* DIRECTIONS
Lines with the word "html" are the ones wanted. Copy each of them from the entries below.

Top of MATERIAL TO PROCESS

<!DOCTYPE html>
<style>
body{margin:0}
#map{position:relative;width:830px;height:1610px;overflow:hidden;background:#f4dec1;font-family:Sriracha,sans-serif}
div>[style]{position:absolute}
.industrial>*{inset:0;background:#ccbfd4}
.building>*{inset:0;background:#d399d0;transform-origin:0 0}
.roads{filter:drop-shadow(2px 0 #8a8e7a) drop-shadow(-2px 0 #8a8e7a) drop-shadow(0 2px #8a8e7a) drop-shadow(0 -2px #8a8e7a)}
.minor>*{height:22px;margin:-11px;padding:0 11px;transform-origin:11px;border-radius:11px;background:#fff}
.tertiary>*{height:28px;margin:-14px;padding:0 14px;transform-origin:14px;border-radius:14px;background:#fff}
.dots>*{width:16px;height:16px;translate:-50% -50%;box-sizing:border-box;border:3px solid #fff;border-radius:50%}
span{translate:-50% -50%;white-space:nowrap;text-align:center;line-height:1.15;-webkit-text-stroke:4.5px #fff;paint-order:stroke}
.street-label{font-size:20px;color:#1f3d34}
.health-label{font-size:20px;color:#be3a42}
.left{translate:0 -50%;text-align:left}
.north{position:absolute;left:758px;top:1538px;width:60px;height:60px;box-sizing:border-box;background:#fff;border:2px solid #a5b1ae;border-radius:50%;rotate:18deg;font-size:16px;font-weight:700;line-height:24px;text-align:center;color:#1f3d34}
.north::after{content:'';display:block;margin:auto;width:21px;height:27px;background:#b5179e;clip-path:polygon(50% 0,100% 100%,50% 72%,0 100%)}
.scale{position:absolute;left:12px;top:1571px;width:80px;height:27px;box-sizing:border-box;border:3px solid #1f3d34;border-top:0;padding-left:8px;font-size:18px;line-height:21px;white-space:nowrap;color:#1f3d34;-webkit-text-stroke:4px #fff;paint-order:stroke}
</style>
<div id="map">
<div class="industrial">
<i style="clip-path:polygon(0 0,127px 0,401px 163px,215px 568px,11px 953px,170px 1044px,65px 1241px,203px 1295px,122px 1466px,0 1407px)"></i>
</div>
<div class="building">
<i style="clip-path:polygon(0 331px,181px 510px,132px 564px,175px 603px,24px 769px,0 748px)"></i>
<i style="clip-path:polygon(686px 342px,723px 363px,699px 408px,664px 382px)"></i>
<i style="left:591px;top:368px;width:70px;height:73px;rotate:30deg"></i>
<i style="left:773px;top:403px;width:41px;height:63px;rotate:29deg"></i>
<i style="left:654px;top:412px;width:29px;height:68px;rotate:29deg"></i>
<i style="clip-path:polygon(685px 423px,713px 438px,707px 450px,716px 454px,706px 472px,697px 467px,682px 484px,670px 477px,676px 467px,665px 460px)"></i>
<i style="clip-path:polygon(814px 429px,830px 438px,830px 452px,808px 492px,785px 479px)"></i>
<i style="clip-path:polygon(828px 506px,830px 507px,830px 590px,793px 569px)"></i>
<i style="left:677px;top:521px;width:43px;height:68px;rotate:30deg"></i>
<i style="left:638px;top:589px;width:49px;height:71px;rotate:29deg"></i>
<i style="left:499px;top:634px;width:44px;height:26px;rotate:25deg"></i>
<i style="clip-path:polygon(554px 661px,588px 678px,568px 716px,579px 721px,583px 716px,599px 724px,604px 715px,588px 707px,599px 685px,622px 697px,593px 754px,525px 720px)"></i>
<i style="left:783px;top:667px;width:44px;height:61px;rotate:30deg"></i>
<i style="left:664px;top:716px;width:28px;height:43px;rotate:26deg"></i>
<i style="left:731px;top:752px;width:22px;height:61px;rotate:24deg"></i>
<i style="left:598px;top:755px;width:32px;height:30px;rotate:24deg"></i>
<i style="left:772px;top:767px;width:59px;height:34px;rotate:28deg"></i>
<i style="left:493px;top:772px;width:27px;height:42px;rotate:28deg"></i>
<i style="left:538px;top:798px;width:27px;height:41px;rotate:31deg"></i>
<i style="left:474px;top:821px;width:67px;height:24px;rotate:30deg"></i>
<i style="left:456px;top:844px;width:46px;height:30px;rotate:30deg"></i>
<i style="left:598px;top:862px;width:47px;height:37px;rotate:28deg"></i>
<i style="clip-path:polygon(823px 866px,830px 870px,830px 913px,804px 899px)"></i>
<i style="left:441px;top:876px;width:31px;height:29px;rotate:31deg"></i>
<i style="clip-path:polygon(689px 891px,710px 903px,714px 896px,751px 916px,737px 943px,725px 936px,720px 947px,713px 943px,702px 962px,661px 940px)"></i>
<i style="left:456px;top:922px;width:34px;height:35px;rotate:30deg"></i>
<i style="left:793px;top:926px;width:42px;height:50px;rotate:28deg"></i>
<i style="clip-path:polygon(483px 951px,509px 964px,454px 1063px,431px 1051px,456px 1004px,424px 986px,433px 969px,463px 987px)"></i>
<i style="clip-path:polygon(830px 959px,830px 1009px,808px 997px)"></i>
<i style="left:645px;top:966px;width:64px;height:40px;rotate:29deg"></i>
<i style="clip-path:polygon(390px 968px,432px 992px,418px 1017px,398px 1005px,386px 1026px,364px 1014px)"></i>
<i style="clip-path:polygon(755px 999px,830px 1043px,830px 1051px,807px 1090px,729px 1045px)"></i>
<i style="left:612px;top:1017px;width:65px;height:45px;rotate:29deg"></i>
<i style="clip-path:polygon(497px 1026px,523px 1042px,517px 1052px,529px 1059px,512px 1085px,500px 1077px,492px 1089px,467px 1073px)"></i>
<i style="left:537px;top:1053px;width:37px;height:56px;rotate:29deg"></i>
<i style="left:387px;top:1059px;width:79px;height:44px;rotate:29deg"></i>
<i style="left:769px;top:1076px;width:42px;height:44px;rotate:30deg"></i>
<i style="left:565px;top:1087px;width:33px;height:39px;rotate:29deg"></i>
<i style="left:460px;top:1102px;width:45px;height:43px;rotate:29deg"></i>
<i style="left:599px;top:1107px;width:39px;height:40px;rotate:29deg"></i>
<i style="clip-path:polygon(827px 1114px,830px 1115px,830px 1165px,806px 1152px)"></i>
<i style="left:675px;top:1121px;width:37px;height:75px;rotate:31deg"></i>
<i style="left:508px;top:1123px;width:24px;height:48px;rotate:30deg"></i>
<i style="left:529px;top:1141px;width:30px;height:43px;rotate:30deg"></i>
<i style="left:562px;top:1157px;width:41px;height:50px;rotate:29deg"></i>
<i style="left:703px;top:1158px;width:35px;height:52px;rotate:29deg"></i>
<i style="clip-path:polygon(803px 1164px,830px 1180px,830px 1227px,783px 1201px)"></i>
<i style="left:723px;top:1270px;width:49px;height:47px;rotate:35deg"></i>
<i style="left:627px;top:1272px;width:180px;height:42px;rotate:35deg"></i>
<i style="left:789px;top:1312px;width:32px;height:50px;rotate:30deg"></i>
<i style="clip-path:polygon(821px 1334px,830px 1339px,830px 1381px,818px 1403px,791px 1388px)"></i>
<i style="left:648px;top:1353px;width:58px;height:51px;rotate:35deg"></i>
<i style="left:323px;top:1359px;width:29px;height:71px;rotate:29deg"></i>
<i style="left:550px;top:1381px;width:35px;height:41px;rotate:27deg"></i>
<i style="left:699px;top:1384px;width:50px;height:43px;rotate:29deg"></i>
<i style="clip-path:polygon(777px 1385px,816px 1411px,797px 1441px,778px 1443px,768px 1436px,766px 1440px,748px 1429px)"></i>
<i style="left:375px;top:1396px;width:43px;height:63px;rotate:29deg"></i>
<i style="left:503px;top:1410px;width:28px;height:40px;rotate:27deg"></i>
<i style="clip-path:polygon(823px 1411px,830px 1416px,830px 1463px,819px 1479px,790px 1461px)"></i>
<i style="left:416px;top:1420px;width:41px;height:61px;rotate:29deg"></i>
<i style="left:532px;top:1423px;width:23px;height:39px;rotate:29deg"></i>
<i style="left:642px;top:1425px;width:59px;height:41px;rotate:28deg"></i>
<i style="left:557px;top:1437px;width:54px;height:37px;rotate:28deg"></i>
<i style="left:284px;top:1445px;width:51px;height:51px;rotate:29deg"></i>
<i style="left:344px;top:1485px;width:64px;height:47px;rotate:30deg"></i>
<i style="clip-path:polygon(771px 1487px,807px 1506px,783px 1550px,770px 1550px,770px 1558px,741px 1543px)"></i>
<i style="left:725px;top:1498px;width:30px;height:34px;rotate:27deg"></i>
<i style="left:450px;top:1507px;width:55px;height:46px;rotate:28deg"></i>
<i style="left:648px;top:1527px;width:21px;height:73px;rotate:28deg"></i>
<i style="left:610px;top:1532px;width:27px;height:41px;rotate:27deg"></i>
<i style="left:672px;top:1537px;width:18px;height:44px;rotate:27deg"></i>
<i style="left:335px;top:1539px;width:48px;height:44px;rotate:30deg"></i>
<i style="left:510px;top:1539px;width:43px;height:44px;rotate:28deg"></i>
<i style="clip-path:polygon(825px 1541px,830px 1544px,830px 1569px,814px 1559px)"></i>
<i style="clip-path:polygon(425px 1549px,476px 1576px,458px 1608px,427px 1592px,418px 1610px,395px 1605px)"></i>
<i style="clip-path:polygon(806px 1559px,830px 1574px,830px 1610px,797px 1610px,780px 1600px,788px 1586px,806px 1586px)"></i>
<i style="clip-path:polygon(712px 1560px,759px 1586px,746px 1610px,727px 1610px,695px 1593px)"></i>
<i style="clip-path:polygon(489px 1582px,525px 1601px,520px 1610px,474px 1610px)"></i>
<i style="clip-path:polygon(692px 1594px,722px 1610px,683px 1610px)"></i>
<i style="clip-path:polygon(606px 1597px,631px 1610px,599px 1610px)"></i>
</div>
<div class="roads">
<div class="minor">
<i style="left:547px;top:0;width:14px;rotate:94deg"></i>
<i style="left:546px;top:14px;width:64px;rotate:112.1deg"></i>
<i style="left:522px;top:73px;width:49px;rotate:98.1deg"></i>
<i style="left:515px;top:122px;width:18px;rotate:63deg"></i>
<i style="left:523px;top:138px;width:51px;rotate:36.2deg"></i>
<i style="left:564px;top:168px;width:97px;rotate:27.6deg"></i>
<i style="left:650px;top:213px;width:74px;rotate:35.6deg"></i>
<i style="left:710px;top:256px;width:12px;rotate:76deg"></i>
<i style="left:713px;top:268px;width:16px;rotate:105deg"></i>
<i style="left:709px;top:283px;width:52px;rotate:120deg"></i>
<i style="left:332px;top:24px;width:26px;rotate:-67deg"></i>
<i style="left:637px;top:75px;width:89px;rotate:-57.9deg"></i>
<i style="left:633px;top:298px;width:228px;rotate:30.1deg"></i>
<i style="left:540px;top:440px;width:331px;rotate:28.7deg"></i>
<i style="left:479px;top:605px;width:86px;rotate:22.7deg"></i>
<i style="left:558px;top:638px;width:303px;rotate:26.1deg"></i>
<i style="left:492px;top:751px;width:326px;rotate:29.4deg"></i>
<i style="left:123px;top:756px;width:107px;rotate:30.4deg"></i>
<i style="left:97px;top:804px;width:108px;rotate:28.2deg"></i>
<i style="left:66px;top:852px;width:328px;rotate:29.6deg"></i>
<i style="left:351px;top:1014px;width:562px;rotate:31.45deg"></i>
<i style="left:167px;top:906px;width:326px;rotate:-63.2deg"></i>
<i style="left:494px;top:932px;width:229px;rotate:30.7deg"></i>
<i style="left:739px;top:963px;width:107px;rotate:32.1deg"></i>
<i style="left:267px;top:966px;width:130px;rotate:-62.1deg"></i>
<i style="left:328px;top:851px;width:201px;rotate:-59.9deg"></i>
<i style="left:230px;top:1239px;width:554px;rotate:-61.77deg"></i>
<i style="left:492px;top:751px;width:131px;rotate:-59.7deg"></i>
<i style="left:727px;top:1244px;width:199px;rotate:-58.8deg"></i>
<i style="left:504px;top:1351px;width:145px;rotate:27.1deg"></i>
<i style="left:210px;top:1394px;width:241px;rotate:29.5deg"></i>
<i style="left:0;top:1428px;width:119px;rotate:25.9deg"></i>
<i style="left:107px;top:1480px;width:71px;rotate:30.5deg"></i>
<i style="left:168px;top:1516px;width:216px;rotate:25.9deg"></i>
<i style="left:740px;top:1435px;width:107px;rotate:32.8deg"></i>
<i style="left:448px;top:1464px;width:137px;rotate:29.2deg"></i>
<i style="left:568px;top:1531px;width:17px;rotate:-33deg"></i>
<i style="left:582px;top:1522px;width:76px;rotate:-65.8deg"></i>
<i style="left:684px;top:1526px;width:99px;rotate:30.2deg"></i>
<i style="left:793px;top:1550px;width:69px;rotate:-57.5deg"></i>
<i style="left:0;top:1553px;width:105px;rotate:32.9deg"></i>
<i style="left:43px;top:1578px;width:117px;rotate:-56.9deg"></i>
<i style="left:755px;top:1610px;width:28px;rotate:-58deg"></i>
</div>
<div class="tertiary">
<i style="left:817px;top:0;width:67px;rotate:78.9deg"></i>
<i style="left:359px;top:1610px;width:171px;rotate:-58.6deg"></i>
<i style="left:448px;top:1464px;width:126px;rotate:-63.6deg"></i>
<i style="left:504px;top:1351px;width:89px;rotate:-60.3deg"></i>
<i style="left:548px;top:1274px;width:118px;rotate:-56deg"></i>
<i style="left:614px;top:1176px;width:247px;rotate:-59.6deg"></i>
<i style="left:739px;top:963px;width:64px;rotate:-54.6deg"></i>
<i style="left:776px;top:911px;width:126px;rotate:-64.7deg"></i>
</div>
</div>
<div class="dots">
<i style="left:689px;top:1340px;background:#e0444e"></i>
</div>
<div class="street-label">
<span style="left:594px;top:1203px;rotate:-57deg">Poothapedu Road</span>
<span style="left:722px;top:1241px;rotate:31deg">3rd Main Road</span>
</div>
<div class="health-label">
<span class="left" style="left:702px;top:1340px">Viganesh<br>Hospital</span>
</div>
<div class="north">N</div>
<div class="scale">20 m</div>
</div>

Bottom of MATERIAL TO PROCESS
Top of MATERIAL TO PROCESS

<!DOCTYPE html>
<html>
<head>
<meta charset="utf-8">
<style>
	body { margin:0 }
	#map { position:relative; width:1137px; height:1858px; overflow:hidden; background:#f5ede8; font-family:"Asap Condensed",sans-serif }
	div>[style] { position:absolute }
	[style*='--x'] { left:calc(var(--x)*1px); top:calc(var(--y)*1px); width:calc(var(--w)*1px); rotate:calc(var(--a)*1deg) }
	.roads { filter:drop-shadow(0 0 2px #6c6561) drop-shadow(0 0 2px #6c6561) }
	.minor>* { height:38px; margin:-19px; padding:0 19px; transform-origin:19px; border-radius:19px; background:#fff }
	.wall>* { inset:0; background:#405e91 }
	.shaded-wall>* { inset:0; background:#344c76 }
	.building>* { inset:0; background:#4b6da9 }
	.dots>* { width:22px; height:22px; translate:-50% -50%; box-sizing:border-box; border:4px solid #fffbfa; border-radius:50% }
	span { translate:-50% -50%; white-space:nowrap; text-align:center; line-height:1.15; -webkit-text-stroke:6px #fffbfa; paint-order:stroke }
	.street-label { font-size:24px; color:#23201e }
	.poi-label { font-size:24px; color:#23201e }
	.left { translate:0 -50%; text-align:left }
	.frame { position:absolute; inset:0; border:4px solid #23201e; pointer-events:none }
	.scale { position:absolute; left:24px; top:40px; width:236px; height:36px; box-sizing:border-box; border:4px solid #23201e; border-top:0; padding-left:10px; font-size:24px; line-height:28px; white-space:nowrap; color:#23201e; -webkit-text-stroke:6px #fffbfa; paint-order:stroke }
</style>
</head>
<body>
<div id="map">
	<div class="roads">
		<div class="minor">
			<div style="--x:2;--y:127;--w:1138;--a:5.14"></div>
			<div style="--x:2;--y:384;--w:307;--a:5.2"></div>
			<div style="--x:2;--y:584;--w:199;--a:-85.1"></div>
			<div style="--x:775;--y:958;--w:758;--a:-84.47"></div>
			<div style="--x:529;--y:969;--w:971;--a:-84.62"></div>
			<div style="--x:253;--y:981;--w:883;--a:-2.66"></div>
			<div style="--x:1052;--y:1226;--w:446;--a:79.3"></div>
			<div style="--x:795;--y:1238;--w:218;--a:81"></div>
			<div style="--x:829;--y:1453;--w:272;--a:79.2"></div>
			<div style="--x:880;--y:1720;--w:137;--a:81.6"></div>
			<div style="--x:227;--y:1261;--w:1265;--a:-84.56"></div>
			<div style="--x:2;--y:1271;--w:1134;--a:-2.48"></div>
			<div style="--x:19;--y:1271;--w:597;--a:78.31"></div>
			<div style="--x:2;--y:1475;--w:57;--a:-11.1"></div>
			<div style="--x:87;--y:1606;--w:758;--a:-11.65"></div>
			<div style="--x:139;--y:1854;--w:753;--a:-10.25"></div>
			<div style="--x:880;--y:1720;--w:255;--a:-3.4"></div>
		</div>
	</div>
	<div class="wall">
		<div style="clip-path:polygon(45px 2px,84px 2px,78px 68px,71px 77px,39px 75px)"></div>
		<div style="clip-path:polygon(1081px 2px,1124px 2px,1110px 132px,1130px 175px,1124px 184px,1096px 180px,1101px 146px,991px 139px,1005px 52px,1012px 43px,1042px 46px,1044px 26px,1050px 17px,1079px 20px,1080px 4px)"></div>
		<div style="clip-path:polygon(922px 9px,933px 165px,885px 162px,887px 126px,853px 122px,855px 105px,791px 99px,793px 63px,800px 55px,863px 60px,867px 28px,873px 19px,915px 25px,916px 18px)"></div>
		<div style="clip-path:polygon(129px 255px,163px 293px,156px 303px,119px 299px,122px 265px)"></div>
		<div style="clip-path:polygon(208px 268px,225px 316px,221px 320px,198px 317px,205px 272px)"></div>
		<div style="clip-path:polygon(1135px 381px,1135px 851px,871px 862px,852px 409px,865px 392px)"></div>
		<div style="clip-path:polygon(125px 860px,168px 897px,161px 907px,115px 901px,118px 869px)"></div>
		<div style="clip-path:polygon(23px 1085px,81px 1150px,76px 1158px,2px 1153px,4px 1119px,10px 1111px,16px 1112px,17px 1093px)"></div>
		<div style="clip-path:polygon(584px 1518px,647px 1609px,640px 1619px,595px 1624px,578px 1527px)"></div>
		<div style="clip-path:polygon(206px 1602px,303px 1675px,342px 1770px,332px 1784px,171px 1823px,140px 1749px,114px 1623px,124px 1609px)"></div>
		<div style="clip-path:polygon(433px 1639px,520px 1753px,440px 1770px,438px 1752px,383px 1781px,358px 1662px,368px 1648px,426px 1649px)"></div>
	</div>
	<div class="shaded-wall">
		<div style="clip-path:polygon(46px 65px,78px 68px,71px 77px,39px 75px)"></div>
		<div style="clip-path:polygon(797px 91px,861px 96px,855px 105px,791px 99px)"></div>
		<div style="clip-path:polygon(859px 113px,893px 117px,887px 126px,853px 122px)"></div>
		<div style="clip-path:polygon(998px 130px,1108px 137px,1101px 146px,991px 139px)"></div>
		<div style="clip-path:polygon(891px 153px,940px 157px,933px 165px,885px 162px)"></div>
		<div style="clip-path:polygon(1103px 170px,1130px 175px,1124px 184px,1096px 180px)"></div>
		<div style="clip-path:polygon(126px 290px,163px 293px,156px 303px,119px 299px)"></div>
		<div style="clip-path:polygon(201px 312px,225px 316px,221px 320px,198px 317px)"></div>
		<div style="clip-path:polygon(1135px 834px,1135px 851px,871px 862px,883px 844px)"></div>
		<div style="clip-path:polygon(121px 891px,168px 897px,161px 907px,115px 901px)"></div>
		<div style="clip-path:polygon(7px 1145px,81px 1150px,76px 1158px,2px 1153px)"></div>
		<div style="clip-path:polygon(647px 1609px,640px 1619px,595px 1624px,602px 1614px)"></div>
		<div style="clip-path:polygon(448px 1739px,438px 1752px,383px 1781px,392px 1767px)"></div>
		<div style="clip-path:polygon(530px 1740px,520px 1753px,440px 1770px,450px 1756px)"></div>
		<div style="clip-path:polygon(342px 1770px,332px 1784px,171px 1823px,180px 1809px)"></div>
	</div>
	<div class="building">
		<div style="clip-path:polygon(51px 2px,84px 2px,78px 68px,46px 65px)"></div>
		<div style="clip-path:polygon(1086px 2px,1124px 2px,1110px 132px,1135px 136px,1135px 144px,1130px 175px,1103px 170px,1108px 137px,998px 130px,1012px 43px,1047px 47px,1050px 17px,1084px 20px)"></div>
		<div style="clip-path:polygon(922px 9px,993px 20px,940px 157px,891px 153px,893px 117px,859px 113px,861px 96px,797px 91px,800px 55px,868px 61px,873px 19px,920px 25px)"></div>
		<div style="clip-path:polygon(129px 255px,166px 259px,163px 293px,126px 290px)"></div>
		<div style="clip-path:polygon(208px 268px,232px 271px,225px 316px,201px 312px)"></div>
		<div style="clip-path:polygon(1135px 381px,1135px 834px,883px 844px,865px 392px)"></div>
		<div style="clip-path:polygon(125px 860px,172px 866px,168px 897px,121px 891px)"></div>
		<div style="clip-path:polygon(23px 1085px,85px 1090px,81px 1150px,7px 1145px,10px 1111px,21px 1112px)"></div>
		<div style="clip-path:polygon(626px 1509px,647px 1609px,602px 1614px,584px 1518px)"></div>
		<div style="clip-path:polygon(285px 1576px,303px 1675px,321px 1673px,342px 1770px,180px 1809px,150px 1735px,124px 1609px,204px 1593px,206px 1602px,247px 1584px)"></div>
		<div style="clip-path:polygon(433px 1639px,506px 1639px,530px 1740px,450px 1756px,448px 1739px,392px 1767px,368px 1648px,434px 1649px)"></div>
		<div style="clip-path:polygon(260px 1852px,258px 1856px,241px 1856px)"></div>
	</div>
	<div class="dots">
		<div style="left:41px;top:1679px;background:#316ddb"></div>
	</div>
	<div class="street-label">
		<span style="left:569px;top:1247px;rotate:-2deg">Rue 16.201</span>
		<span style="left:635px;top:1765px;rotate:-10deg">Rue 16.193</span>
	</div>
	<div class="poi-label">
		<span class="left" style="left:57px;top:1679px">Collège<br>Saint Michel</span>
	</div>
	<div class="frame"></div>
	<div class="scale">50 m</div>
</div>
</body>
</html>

Bottom of MATERIAL TO PROCESS

* TASK OUTPUT
<!DOCTYPE html>
<!DOCTYPE html>
<html>
</html>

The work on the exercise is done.